As shown in fig. 6, in some embodiments, the chute 21 includes a trapezoidal chute 21, and by providing the trapezoidal chute 21, separation between the slider 17 and the chute 21 can be avoided, so that the slider 17 can only move along the direction of the chute 21.

Referring to FIGS. 1-6, the following is a description of the operation of the hydraulic lift parking AGV:

when the scissor fork arm 2 is in a contracted state, the bent arm assembly can prevent the hydraulic telescopic rod 3 from lying down under the dead weight, so that the hydraulic telescopic rod 3 has a larger initial angle in the contracted state of the scissor fork type hydraulic lifting mechanism, and the hydraulic telescopic rod 3 is ensured to be lifted easily under the heavy load;

the hydraulic telescopic rod 3 drives the scissor arm 2 to move through the bent arm assembly, the scissor arm 2 drives the lifting plate 7 to move, the position height of the lifting plate 7 can be adjusted, when the scissor arm 2 moves, the upper moving end of the scissor arm 2 slides relative to the lifting plate 7, the sliding rod 9 moves along with the upper moving end of the scissor arm 2, the sliding rod 9 drives the mounting seat 10 to move, the mounting seat 10 slides in the first through groove 8, the mounting seat 10 drives the interface plate 12 to move through the sliding structure, the position of the interface plate 12 can be adjusted, the positions of the parking slide block interface 18 and the picking slide block interface 19 can be adjusted, when the parking slide block interface 18 and the picking slide block interface 19 need to be converted, the first motor 14 is started through the control of the first sensor by the external controller, the first motor 14 drives the interface plate 12 to rotate through the first rotating shaft, the vehicle storage slide block interface 18 and the vehicle taking slide block interface 19 rotate along with the interface board 12, conversion of the vehicle storage slide block interface 18 and the vehicle taking slide block interface 19 can be achieved, when the positions of the vehicle storage slide block interface 18 and the vehicle taking slide block interface 19 need to be further adjusted, the second motor 11 is controlled to be started, the second motor 11 drives the screw rod 16 to rotate, the slide block 17 moves in the sliding groove 21 along the screw rod 16, the slide block 17 drives the interface board 12 to move, the vehicle storage slide block interface 18 and the vehicle taking slide block interface 19 move along with the interface board 12, the positions of the vehicle storage slide block interface 18 and the vehicle taking slide block interface 19 can be further adjusted, and when the slide block 17 moves, the first motor 14 is driven to slide in the cavity 13 through the first rotating shaft, so that the first motor 14, the first rotating shaft and the interface board 12 synchronously move along with the slide block 17.

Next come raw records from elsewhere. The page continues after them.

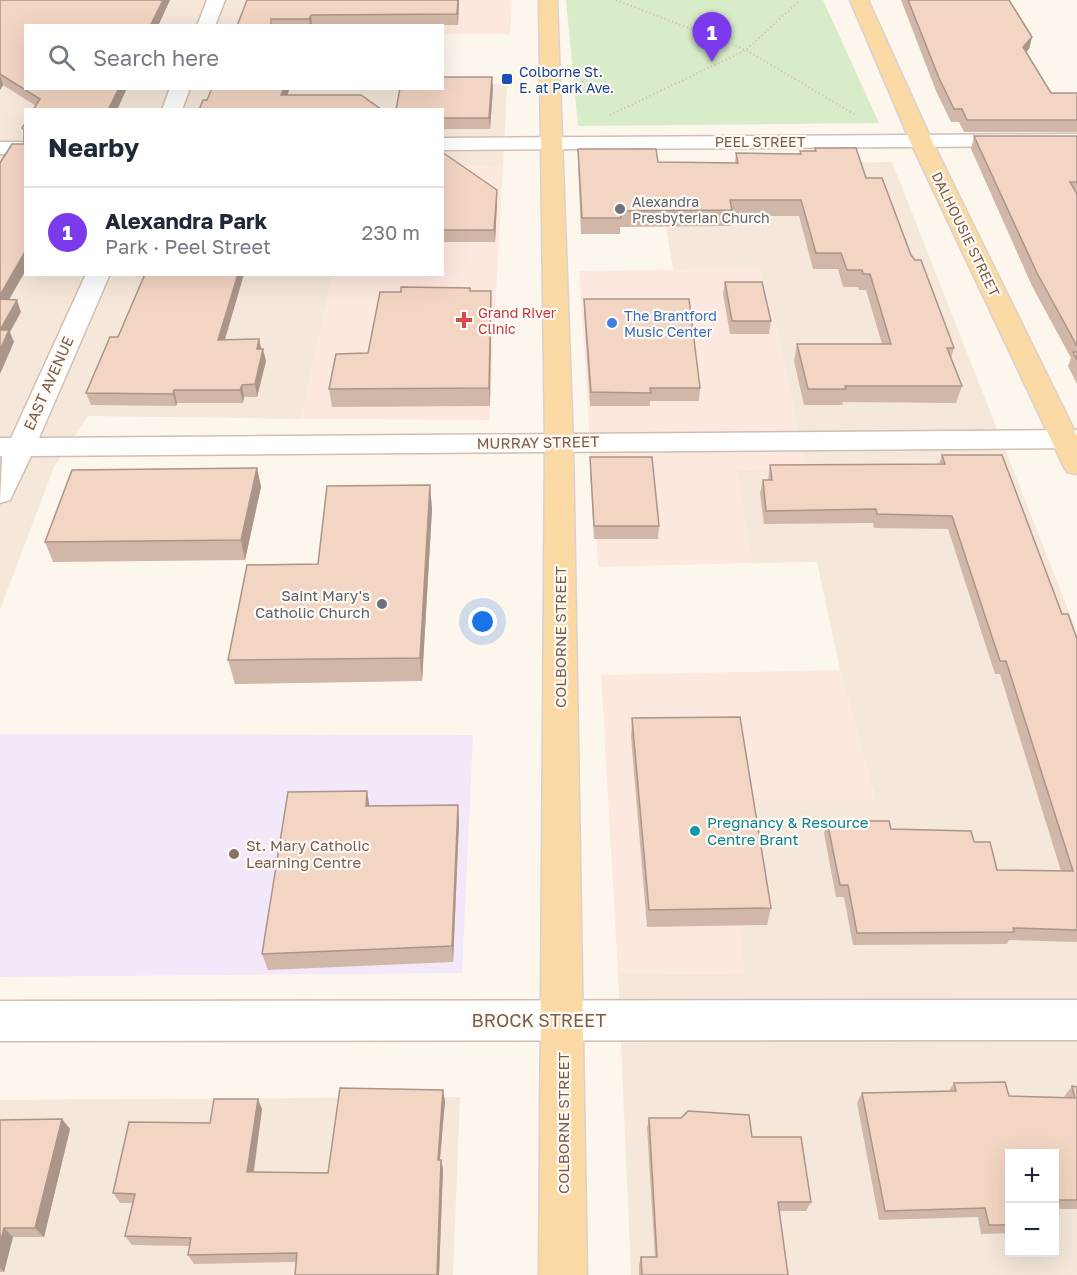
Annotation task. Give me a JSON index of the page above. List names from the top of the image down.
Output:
{
  "streets": {
    "main road": ["DALHOUSIE STREET", "COLBORNE STREET"],
    "street": [
      "PEEL STREET",
      "EAST AVENUE",
      "MURRAY STREET",
      "BROCK STREET"
    ]
  },
  "crossings": [
    ["PEEL STREET", "DALHOUSIE STREET"],
    ["PEEL STREET", "COLBORNE STREET"],
    ["DALHOUSIE STREET", "MURRAY STREET"],
    ["EAST AVENUE", "MURRAY STREET"],
    ["MURRAY STREET", "COLBORNE STREET"],
    ["COLBORNE STREET", "BROCK STREET"]
  ],
  "places": {
    "transit": ["Colborne St. E. at Park Ave."],
    "other": [
      "Alexandra Presbyterian Church",
      "The Brantford Music Center",
      "Saint Mary's Catholic Church",
      "Pregnancy & Resource Centre Brant",
      "St. Mary Catholic Learning Centre"
    ],
    "health": ["Grand River Clinic"]
  },
  "page": {
    "pins": "1",
    "search": "Search here",
    "heading": "Nearby",
    "list": [
      {
        "mark": "1",
        "name": "Alexandra Park",
        "note": "Park · Peel Street",
        "value": "230 m"
      }
    ],
    "map_buttons": ["+", "−"]
  }
}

1-7, based on the same inventive concept, embodiments of the present disclosure provide a parking AGV system including a parking garage, a carrier plate 22, a vertical garage and a hydraulic lift parking AGV as described in any of the above; the hydraulic lift parking AGVs are used to transport the parked vehicle carrier plates 22 from within the parking room to the parking space and/or the hydraulic lift parking AGVs are used to transport the parked vehicle carrier plates 22 from the parking space to the parking room.

In the implementation, through adopting above-mentioned hydraulic lifting type parking AGV to carry out the AGV parking, transfer the elevating system who stands the storehouse parking stall to AGV dolly 1 on, can place the sweep 22 on the parking stall through AGV dolly 1 and cut fork hydraulic lifting mechanism, need not to install elevating system on standing the storehouse parking stall and can accomplish the parking and get the car operation.

As shown in fig. 7, the vehicle carrying board 22 is provided with a connection interface 23 matched with the vehicle storage slider interface 18 and/or the vehicle taking slider interface 19, and the connection interface is connected with a telescopic arm 24, and the vehicle storage slider interface 18 and/or the vehicle taking slider interface 19 moves by driving the connection interface 23 to extend or retract the telescopic arm 24, so that the telescopic arm 24 is contacted with or separated from a supporting table in a parking room and/or a hanging arm on a standing garage.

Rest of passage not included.